Department of Transportation Secretary Pete Buttigieg, who has had his hands full with airline issues this summer, recently said that the federal government needs to re-think the way it approaches regulation of the aviation industry.
“We’ve been due for a refresh on a lot of our rules toward airlines and when you get it right, the entire system is better off – certainly passengers are better off,” Buttigieg told Reuters. “(Airlines) have a responsibility to take good care of passengers and we have a responsibility to hold them accountable.”
So far, however, for all the good words from Buttigieg and other politicians, it’s been just that. Words, with little to no action.
In late June, Buttigieg – who himself was the victim of airline delays and cancellations, necessitating him to drive to New York instead of fly from Washington – threatened that the federal government had the power to compel airlines to hire more workers to deal with shortages. It hasn’t happened yet.
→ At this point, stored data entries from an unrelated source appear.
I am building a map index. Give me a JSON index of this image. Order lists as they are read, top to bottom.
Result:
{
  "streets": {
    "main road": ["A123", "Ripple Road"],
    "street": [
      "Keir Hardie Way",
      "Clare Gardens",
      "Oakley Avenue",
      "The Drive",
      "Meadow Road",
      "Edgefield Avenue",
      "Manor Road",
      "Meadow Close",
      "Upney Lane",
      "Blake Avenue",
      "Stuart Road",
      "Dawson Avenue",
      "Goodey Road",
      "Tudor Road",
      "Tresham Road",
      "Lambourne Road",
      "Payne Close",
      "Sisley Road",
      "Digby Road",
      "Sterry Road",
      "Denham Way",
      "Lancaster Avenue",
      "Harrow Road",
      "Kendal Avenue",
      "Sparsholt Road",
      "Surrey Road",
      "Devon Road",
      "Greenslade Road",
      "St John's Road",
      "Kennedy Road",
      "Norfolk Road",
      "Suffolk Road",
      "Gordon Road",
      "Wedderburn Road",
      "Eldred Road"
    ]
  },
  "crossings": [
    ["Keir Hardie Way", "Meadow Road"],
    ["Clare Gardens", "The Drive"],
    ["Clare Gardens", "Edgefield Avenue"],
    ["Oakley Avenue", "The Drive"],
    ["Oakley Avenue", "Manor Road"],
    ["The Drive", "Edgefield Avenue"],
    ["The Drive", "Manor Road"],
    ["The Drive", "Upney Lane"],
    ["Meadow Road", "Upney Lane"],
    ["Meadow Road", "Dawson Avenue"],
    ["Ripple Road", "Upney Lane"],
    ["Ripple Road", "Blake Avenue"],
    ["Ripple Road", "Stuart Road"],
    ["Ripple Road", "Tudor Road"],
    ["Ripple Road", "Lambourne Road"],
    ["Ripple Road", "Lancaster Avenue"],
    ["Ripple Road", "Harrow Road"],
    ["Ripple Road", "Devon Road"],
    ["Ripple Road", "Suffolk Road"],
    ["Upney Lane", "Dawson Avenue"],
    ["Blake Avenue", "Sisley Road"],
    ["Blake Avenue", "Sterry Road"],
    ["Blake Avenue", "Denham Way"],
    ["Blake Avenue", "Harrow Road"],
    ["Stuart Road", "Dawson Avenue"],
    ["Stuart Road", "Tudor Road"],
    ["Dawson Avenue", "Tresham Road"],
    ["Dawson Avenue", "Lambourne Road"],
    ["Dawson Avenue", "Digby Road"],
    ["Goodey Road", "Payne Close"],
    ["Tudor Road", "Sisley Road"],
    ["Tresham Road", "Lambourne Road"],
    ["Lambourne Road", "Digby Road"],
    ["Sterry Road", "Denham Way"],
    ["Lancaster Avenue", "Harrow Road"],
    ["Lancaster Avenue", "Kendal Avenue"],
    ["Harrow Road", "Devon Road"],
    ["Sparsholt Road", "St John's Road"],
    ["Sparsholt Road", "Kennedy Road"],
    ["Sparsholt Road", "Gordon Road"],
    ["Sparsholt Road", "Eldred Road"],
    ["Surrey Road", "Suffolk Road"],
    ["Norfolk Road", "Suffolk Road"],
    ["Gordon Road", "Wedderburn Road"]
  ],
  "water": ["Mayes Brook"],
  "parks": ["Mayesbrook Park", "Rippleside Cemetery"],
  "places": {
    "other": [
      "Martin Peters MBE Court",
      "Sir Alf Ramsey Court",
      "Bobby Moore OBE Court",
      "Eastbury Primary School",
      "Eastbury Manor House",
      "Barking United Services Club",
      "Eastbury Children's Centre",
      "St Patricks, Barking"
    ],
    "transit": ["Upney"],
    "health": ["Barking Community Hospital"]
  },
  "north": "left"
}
Two U.S. Senators also proposed a bill that airlines refund passengers in cash if a flight is canceled after they knew it wasn’t going to be able to go ahead as scheduled. That’s still up in the air.
Buttigieg did say the government has been more proactive and has completed 10 investigations into U.S. airlines and will follow up with enforcement action.
“We’re untying our own hands with the update on unfair and deceptive practices,” Buttigieg told Reuters.
Buttigieg added that he was encouraged by the progress airlines have made in the face of the pilot and staffing shortages. “But I think you can tell that they are not there yet. I think this summer provided a lot of reminders of why customers expect our department to have their back.”